What to do | Search the records for the string "Transcribe". Copy each line where it occurs.

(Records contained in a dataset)
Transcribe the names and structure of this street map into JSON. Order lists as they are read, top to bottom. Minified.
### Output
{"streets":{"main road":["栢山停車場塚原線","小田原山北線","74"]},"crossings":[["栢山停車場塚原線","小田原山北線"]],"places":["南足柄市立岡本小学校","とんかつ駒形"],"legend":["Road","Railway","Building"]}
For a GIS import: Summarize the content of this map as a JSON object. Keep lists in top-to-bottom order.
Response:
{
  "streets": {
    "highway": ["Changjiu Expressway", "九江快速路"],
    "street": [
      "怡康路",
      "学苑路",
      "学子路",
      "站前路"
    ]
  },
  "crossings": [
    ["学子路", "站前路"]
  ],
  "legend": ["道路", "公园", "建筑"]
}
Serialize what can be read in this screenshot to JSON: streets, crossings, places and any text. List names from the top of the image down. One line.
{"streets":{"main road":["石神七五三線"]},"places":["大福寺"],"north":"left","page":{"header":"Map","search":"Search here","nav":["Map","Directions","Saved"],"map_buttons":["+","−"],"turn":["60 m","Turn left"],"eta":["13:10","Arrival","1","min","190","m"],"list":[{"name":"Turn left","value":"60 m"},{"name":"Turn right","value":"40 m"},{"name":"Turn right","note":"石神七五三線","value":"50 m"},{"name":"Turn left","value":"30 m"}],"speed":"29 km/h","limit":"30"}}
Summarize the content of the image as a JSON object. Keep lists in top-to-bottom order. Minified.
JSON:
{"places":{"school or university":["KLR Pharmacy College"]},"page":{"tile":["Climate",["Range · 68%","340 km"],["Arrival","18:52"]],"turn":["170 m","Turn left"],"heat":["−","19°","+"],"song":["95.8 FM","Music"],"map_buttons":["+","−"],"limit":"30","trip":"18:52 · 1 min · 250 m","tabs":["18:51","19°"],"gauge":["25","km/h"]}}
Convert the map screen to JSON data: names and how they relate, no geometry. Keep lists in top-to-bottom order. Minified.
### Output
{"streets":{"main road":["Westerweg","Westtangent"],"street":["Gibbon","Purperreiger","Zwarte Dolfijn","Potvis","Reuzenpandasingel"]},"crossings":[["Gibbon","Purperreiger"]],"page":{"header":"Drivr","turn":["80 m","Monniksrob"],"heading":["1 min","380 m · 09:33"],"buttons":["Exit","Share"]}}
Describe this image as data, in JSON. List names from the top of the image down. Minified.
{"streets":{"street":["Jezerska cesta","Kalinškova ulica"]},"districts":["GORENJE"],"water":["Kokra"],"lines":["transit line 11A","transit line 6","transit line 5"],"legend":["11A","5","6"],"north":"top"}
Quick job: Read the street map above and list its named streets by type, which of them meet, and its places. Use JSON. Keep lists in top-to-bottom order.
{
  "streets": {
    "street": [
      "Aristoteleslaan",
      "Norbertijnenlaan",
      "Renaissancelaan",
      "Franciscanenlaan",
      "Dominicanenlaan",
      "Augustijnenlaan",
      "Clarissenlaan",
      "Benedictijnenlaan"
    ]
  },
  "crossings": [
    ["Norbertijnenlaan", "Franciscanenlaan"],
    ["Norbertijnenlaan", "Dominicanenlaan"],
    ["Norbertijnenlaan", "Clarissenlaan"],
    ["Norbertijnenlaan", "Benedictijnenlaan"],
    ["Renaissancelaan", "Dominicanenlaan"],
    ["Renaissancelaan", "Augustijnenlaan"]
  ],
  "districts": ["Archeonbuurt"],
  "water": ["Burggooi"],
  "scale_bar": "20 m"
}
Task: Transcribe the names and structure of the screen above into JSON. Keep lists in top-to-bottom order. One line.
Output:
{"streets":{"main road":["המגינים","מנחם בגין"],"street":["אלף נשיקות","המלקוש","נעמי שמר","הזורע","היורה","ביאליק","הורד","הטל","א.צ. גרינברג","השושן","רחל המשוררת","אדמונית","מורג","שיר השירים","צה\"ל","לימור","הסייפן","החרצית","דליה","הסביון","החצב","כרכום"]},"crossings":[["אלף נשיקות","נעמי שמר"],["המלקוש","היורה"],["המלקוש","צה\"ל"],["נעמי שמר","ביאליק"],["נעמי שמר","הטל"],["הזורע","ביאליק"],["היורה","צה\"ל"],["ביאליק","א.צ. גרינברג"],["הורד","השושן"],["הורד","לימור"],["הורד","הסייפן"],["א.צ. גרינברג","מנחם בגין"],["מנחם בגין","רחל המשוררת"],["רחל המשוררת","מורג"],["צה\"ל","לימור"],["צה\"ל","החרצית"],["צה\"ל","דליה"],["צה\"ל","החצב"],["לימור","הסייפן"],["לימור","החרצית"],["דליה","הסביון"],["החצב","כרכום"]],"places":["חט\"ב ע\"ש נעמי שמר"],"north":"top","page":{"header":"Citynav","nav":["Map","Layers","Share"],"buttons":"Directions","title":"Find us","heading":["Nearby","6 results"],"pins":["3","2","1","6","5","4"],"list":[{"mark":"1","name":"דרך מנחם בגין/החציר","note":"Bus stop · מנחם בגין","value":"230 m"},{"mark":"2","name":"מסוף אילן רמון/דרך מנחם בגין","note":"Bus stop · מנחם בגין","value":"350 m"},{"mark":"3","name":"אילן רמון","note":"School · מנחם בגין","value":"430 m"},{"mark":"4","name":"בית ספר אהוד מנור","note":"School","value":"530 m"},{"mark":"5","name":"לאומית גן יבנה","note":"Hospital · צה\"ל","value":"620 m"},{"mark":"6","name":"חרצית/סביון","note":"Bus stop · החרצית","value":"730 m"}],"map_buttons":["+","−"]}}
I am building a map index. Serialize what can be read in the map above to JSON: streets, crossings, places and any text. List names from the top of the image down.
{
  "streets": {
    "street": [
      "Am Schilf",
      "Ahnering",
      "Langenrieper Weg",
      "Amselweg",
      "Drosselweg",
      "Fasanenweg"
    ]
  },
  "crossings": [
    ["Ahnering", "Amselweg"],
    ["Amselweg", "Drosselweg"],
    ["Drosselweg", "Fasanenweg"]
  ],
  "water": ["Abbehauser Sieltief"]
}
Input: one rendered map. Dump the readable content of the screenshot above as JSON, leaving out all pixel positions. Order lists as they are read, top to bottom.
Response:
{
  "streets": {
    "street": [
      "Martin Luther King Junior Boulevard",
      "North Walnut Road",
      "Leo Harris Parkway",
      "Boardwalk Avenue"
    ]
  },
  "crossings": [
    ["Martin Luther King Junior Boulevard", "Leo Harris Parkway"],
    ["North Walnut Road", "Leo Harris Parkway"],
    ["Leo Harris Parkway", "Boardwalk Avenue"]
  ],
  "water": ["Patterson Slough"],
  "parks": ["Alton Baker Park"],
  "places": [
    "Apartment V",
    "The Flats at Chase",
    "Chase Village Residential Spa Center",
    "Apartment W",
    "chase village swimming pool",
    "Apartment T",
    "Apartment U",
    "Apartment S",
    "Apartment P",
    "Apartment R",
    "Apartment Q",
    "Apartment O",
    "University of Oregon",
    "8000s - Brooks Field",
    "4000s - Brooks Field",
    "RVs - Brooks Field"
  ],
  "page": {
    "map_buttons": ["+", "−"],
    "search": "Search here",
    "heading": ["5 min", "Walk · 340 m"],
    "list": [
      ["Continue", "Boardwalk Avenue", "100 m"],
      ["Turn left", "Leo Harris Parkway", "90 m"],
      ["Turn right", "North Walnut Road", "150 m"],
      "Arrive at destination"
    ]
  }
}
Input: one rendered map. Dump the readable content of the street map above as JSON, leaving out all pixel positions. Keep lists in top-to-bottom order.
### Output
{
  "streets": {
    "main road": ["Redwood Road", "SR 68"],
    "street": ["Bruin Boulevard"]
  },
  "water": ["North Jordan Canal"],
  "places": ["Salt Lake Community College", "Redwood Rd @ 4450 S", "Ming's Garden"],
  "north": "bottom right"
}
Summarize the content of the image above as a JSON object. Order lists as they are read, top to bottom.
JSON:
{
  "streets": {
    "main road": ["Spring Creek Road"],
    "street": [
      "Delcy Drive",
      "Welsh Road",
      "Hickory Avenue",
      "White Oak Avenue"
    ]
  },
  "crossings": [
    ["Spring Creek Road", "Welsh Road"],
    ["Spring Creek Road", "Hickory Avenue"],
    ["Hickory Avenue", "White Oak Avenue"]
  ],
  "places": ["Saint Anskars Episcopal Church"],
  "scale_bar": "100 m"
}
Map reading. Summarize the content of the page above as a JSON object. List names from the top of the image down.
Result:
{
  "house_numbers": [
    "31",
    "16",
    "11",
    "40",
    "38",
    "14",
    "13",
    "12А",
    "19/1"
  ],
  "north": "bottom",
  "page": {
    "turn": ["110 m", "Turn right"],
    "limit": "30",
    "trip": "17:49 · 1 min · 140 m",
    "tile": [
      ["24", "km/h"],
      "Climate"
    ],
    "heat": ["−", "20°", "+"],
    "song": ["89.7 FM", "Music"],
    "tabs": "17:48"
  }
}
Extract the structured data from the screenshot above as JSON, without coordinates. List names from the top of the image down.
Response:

Completed exercise |
Transcribe the names and structure of this street map into JSON. Order lists as they are read, top to bottom. Minified.
Task: Transcribe the names and structure of the screen above into JSON. Keep lists in top-to-bottom order. One line.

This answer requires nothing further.